Registro que minha atuação na presidência do Creci é honorífica, além de ser cumprida com elevado sentimento de amor à profissão. Todos os atos dessa gestão foram praticados de maneira legal, com transparência e sob o enfoque das decisões coletivas.
Os convites para atividades eleitorais, tanto para eventos, como apoio cibernético, se deram no formato sugestivo e em nenhum momento de forma impositiva. As demissões ocorridas no Creci estão baseadas na CLT. Os funcionários que foram demitidos foram admitidos sem a realização de concurso público e não há relação alguma com o período eleitoral, muito menos proximidade."
O que diz Joseane Ribeiro
Nega ter feito contato com funcionários do Creci para oferecer propaganda eleitoral de Bins Ely.

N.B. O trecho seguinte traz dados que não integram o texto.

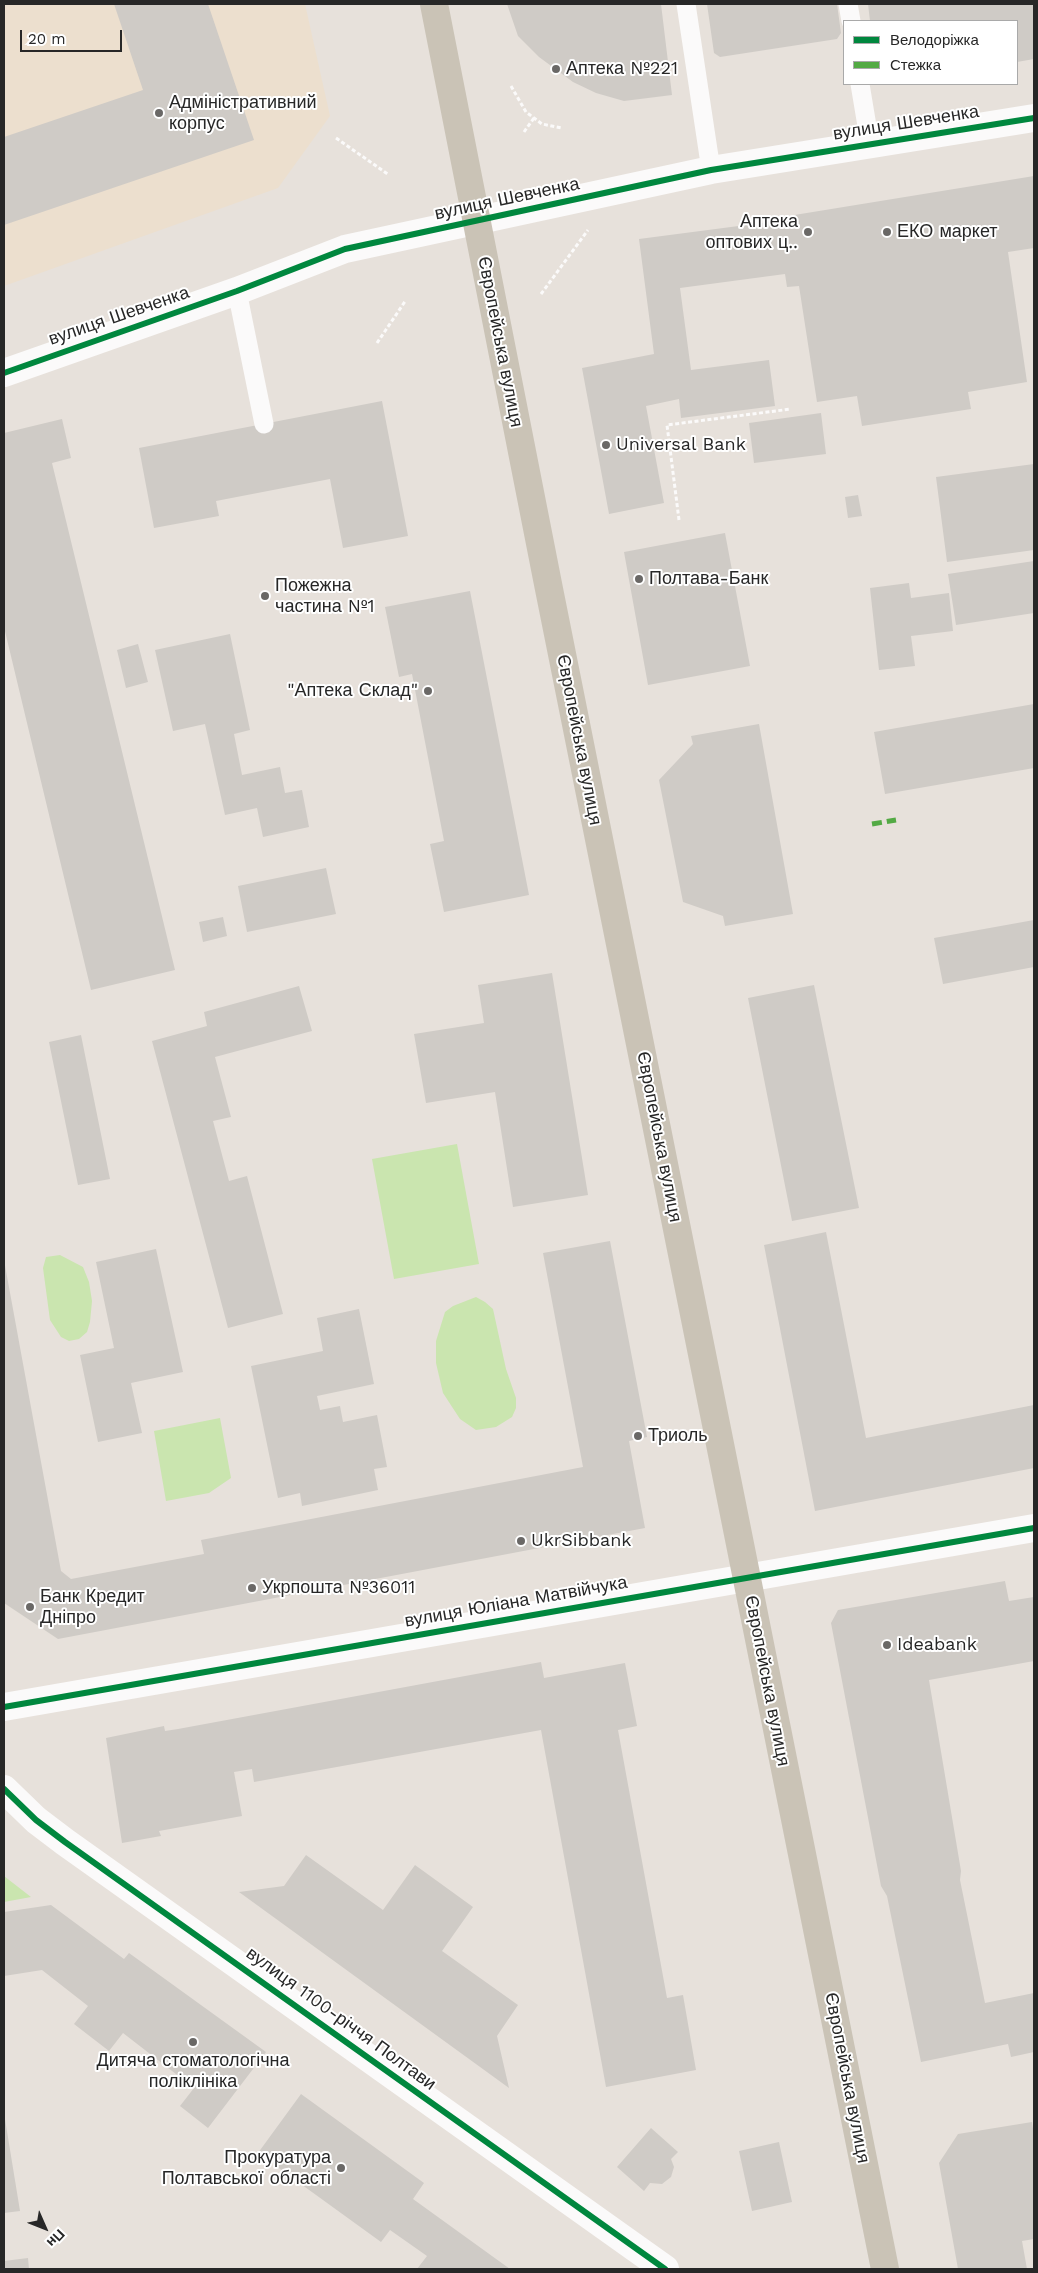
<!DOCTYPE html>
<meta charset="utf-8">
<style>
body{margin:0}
#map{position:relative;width:1038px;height:2273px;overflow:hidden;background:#e7e1db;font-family:"Work Sans",sans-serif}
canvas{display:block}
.frame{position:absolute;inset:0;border:5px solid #272727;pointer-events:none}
.legend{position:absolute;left:843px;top:20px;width:175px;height:65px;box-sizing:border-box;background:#fff;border:1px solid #a9a9a9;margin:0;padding:6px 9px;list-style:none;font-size:15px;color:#272727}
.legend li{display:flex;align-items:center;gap:10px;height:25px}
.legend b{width:25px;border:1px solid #a9a9a9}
.north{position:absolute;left:20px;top:2203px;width:50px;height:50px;-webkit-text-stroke:4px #fff;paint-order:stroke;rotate:134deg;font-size:14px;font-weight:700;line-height:20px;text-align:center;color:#272727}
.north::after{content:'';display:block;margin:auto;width:18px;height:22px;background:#272727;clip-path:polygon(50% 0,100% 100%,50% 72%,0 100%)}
.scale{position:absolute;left:20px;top:30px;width:102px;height:22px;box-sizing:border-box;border:2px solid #272727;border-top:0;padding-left:6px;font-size:15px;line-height:18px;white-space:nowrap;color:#272727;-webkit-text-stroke:4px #fff;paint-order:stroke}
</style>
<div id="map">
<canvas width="1038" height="2273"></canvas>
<div class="frame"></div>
<ul class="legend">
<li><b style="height:6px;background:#00873e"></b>Велодоріжка</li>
<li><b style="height:6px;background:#53aa44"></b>Стежка</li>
</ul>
<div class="north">Пн</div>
<div class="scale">20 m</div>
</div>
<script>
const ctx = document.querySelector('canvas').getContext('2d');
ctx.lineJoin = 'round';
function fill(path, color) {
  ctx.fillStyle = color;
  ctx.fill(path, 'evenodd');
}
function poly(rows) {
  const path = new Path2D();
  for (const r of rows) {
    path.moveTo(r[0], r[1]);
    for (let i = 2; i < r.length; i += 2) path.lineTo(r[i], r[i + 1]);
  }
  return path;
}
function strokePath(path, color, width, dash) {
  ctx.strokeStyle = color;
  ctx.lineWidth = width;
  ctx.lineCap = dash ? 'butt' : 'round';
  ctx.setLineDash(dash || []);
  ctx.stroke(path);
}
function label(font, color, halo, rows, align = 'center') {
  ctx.font = font + ' "Work Sans",sans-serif';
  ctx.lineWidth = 4;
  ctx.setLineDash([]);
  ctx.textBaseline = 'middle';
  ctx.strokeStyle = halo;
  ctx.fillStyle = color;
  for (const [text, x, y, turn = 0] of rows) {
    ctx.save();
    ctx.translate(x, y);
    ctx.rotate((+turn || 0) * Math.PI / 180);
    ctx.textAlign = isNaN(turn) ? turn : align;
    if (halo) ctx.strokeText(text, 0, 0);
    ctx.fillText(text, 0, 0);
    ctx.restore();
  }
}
const education = poly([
 [4,4,305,4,330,116,278,188,4,286]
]);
const green = poly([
 [457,1144,479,1264,394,1279,372,1159],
 [60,1255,83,1267,89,1282,92,1301,90,1322,87,1332,79,1339,69,1341,61,1337,50,1320,43,1268,46,1257],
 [476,1297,485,1302,493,1309,506,1369,516,1398,516,1408,512,1417,496,1427,476,1430,460,1419,443,1393,436,1363,436,1341,445,1312,453,1306],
 [220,1418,231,1478,209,1493,166,1501,154,1431],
 [4,1876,31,1897,4,1902]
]);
const building = poly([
 [114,4,208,4,254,140,4,225,4,137,143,90],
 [507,4,661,4,672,95,624,101,596,93,573,82,539,57,518,36],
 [707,4,837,4,841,33,837,39,720,57,714,53],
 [868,4,1034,4,1034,59,1017,62,1017,21,870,21],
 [1034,176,1034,248,1008,252,1027,382,968,392,971,409,862,426,857,396,817,402,799,286,787,287,785,274,680,288,691,370,769,360,775,406,681,418,679,399,646,406,664,503,609,514,582,368,654,354,639,239,777,221,776,218],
 [382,401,408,536,343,548,330,479,216,501,219,516,154,528,139,448],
 [821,413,826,454,754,463,749,423],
 [62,419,71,458,52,463,175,970,91,990,4,627,4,433],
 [1034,464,1034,550,947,562,936,477],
 [858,495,862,516,848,518,845,497],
 [725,533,750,666,648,685,624,552],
 [1034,561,1034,613,956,625,948,574],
 [909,583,911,598,949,593,953,631,911,636,915,666,879,670,870,588],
 [470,591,529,895,444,912,430,844,444,841,412,674,399,677,385,607],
 [230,634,250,730,234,734,242,775,280,767,285,793,302,790,309,827,263,837,257,808,225,815,205,724,173,731,155,650],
 [138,644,148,682,126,688,117,650],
 [1034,704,1034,768,885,794,874,732],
 [759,724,793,914,725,926,723,916,683,902,659,780,693,744,691,736],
 [326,868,336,914,247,932,238,886],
 [223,917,227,936,203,942,199,922],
 [1034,920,1034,967,943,984,934,938],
 [552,973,588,1195,513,1207,495,1092,426,1103,414,1034,484,1023,478,985],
 [814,985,859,1208,792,1221,748,998],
 [299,986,312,1031,215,1057,231,1117,213,1121,229,1181,247,1176,283,1314,228,1328,152,1041,207,1026,204,1012],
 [81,1035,110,1179,78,1185,49,1042],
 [826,1232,866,1438,1034,1405,1034,1468,815,1511,764,1245],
 [610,1241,647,1437,629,1441,645,1528,58,1639,4,1603,4,1260,61,1571,71,1579,204,1554,201,1540,583,1467,543,1253],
 [156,1249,183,1372,131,1383,142,1433,98,1442,80,1355,114,1348,96,1262],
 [359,1309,374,1384,317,1396,320,1410,340,1406,343,1422,377,1415,387,1467,374,1469,378,1490,302,1506,300,1493,278,1498,251,1366,323,1351,317,1318],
 [1005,1581,1009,1601,1034,1597,1034,1661,929,1680,961,1871,960,1880,985,2003,1034,1993,1034,2052,1011,2057,1008,2044,921,2062,887,1896,881,1886,831,1623,838,1610],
 [541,1662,544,1678,625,1663,637,1726,618,1730,667,1998,683,1995,696,2070,606,2087,541,1730,254,1782,252,1769,234,1772,242,1816,159,1831,161,1836,122,1843,106,1738,164,1726,165,1731,178,1729],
 [306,1855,383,1910,415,1865,473,1907,442,1951,518,2005,497,2036,509,2088,239,1892,284,1886],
 [51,1905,124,1959,129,1953,266,2052,208,2128,180,2106,194,2088,123,2033,109,2051,74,2024,88,2006,42,1970,4,1976,4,1912],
 [301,2094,424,2183,413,2199,510,2269,417,2269,427,2256,390,2230,381,2242,258,2153],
 [4,2113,20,2211,4,2213],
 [1032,2122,1034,2135,1034,2239,1022,2241,1027,2269,958,2269,939,2163,958,2134],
 [651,2128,678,2152,671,2159,674,2167,671,2177,662,2184,650,2183,644,2191,617,2167],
 [779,2142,792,2202,752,2211,739,2151],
 [28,2258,29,2269,4,2269,4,2261]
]);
const path = poly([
 [511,86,526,112,542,124,562,128],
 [524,132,534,118],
 [336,138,389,175],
 [541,294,588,230],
 [377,343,406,300],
 [679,520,667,425,791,409]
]);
const service = poly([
 [686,4,711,170],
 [848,4,851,21],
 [860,84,870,144],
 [237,291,264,424]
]);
const minor = poly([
 [4,1789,36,1820,65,1842,665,2269]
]);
const tertiary = poly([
 [4,373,237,291,345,249,711,170,1034,118],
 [4,1707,1034,1528]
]);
const primary = poly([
 [434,4,549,589,885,2269]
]);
const quiet = poly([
 [872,824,896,820]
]);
const cycleway = poly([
 [4,373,237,291,345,249,711,170,1034,118],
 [4,1707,1034,1528],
 [4,1789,36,1820,65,1842,665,2269]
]);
const markers = [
 [556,69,5,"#6a6866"],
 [159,113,5,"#6a6866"],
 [808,232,5,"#6a6866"],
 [887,232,5,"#6a6866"],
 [606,445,5,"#6a6866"],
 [639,579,5,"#6a6866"],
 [265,596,5,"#6a6866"],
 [428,691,5,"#6a6866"],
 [638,1436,5,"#6a6866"],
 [521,1541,5,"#6a6866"],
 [252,1588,5,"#6a6866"],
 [30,1607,5,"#6a6866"],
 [887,1645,5,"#6a6866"],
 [193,2042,5,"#6a6866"],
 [341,2168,5,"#6a6866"]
];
const poiNames = [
 ["Аптека №221",566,69],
 ["Адміністративний",169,103],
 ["корпус",169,124],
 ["Аптека",798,222,"right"],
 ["оптових ц‥",798,243,"right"],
 ["ЕКО маркет",897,232],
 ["Universal Bank",616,445],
 ["Полтава-Банк",649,579],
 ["Пожежна",275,586],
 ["частина №1",275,607],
 ["\"Аптека Склад\"",418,691,"right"],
 ["Триоль",648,1436],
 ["UkrSibbank",531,1541],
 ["Укрпошта №36011",262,1588],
 ["Банк Кредит",40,1597],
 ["Дніпро",40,1618],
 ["Ideabank",897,1645],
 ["Дитяча стоматологічна",193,2061,"center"],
 ["поліклініка",193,2082,"center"],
 ["Прокуратура",331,2158,"right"],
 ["Полтавської області",331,2179,"right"]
];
const streetNames = [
 ["вулиця Шевченка",906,123,-9],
 ["вулиця Шевченка",507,199,-12],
 ["вулиця Шевченка",119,316,-19],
 ["Європейська вулиця",500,342,79],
 ["Європейська вулиця",579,740,79],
 ["Європейська вулиця",659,1137,79],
 ["вулиця Юліана Матвійчука",516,1602,-10],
 ["Європейська вулиця",767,1681,79],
 ["вулиця 1100-річчя Полтави",341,2019,36],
 ["Європейська вулиця",847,2078,79]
];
fill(education, '#ecdfce');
fill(green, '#cae5af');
fill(building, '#cfcbc6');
strokePath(path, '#fbfafa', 3, [4, 2.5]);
strokePath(service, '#fbfafa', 19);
strokePath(minor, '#fbfafa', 28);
strokePath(tertiary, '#fbfafa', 28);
strokePath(primary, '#cac3b6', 28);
strokePath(quiet, '#53aa44', 5, [10, 5]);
strokePath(cycleway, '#00873e', 6);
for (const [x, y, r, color] of markers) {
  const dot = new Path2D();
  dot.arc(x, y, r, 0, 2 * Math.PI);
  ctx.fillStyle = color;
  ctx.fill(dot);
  strokePath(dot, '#fff', 2);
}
label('18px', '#272727', '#fff', poiNames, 'left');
label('18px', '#272727', '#fff', streetNames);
</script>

"Não sou funcionária do Creci. Fiz alguns contatos, mas não com essas pessoas. Eram pessoas genéricas. Eu era colaboradora do comitê digital, não era paga para isso, estava lá de forma espontânea. De forma alguma fiz contato com nenhuma das pessoas."
O que diz Márcio André da Silva
Afirma não se recordar da venda de ingressos de R$ 1 mil aos funcionários do Creci. "Não tenho nada a informar sobre isso. Não estou sabendo desta situação."
O que diz Viviane Simon Martins Costa
Procurada por telefone e e-mail, não se manifestou.